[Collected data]
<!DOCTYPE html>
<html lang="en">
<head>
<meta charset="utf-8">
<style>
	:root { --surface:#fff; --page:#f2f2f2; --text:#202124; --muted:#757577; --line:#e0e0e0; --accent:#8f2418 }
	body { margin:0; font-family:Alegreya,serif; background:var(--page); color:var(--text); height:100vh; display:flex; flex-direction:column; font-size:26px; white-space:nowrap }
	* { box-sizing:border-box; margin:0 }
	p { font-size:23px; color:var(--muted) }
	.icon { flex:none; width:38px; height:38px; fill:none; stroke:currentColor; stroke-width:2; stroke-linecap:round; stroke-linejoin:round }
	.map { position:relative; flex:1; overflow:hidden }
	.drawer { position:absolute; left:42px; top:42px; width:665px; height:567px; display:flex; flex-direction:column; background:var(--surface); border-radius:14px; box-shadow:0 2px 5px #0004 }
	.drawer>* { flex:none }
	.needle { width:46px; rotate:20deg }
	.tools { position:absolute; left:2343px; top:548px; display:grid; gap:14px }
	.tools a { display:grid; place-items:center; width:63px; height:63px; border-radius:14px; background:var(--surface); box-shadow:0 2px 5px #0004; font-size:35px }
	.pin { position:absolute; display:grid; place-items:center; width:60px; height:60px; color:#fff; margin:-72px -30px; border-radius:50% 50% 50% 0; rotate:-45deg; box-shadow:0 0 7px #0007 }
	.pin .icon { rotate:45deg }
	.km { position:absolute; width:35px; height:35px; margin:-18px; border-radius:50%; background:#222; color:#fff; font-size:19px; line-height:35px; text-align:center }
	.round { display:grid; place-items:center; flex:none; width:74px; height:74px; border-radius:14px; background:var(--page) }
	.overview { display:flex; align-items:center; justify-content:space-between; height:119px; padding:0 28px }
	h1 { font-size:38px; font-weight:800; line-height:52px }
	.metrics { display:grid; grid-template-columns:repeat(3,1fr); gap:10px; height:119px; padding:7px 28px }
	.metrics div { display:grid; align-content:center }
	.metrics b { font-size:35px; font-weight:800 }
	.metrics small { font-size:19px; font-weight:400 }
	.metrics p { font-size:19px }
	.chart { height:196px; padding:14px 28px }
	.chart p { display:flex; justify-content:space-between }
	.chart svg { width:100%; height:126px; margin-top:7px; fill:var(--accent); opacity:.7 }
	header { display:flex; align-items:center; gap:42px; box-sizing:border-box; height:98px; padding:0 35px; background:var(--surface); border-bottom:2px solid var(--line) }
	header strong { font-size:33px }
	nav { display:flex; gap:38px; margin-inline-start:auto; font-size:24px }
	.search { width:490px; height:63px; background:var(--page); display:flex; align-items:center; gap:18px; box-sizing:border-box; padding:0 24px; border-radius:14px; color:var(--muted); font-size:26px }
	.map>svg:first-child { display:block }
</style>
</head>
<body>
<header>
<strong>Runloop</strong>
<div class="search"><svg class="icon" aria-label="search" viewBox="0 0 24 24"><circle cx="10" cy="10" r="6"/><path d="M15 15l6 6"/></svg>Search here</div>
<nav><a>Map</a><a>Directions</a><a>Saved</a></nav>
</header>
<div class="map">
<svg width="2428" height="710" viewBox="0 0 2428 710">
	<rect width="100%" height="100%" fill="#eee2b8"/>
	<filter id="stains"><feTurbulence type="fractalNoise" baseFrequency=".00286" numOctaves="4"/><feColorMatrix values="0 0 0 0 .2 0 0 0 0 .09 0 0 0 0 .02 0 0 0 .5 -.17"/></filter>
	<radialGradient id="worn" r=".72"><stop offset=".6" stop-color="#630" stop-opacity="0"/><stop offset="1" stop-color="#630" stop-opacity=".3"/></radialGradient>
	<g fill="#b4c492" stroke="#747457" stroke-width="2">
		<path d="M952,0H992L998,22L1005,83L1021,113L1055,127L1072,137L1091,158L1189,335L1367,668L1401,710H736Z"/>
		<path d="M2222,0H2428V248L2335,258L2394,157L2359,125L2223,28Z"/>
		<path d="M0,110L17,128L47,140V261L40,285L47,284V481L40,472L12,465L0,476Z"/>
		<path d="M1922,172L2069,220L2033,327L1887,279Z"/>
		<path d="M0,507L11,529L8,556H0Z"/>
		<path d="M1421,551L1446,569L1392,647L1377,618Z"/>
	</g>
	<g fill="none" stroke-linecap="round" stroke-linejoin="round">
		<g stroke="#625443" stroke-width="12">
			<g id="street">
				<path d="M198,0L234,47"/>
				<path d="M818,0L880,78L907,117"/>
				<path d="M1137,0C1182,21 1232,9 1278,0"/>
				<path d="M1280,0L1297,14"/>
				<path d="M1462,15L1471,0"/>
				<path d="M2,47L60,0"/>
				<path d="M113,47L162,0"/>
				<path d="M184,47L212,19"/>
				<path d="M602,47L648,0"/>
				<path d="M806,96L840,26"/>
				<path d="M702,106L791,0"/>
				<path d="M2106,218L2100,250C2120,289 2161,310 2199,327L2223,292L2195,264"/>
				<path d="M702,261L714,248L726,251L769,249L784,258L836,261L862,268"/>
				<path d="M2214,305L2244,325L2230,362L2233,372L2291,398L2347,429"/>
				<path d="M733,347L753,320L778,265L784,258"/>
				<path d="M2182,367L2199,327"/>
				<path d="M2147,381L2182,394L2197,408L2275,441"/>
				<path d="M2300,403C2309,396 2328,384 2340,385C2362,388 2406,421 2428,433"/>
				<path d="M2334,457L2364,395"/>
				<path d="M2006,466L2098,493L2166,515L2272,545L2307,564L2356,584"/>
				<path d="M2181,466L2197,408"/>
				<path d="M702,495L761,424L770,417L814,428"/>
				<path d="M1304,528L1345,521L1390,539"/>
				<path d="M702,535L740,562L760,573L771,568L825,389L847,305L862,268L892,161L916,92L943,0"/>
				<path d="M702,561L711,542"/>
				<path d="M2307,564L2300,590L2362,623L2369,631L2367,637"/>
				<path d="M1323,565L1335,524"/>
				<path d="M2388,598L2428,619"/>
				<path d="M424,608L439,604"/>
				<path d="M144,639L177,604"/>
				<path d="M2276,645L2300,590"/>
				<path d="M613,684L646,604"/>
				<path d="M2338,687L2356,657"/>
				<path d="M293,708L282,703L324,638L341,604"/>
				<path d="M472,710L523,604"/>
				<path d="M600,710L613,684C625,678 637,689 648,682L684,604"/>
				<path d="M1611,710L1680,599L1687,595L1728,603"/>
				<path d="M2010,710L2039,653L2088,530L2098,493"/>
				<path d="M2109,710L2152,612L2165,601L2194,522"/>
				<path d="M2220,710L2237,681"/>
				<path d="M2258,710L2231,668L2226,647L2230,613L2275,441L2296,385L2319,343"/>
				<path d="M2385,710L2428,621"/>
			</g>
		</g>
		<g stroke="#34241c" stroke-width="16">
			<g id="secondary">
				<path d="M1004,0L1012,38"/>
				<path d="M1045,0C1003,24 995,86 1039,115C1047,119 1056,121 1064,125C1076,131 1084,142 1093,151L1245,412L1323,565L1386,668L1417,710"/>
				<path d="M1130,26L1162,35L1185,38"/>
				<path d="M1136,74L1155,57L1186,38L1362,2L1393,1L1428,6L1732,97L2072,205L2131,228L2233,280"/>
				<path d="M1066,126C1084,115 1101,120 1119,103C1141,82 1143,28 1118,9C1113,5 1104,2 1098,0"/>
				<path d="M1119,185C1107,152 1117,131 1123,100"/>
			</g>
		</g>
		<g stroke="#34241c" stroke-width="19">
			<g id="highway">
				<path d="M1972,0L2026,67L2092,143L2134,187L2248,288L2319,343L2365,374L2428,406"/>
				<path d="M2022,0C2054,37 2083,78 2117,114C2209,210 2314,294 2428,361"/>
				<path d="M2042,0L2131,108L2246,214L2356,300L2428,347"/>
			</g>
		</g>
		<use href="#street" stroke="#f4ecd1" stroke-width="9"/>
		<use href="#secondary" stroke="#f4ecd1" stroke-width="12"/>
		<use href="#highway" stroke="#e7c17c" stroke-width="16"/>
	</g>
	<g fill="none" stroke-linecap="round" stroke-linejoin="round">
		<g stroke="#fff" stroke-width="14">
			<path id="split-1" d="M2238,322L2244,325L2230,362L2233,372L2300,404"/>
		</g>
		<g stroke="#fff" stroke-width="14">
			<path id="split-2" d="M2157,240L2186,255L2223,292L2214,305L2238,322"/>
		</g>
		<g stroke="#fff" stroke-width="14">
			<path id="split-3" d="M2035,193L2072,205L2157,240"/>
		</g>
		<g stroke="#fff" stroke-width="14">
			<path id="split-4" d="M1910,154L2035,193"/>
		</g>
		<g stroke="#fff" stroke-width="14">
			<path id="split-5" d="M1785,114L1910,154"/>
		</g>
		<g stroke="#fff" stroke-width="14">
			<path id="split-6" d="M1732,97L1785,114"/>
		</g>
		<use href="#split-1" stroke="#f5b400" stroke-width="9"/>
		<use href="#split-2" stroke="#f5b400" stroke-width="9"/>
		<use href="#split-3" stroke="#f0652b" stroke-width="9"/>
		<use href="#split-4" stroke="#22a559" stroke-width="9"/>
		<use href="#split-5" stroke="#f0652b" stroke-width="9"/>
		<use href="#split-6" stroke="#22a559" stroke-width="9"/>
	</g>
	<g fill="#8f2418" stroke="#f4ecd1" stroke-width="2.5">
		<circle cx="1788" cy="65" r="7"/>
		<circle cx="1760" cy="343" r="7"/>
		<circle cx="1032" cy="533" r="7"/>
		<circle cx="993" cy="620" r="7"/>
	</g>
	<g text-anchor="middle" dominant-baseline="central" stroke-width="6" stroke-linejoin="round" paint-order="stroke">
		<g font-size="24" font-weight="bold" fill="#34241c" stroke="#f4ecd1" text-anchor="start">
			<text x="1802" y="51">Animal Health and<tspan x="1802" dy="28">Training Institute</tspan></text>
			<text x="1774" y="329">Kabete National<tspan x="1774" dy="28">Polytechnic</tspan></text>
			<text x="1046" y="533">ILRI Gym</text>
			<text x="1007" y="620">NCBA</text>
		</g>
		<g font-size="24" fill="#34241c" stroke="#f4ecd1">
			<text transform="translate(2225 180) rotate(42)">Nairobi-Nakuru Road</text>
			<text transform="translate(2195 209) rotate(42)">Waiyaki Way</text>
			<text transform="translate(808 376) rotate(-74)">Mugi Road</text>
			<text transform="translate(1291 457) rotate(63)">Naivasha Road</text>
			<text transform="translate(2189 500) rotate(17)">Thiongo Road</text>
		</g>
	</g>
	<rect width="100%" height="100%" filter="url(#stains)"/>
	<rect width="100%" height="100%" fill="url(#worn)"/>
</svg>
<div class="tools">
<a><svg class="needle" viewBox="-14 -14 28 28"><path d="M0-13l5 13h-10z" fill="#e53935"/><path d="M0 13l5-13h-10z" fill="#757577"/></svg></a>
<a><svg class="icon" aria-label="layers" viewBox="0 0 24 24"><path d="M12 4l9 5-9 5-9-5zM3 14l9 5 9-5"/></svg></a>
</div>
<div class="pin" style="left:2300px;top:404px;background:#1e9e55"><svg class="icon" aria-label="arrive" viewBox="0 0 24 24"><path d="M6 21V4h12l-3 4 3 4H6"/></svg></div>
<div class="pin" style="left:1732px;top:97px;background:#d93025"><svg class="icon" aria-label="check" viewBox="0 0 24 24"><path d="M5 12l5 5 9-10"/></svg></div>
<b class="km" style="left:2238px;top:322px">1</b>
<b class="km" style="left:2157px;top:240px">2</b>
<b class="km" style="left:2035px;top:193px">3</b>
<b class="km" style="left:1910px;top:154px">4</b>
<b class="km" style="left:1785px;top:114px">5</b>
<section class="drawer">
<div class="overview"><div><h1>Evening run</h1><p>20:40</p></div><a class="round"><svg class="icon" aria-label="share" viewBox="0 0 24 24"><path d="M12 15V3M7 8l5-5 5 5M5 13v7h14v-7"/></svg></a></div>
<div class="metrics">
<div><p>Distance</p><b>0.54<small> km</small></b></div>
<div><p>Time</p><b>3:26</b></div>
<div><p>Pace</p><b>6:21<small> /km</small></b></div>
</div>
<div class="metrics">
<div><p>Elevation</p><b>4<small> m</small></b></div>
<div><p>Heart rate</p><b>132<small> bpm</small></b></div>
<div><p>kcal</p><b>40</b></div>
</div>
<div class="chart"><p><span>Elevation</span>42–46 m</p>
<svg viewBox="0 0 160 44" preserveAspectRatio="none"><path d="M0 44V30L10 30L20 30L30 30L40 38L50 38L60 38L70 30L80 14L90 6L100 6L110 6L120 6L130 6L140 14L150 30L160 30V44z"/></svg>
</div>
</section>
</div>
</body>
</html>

> **TASK PROMPT**:
If a line above holds the word "shadow", count it; then say how many such lines there are and nothing else.

> **RESPONSE TO THIS TASK**:
3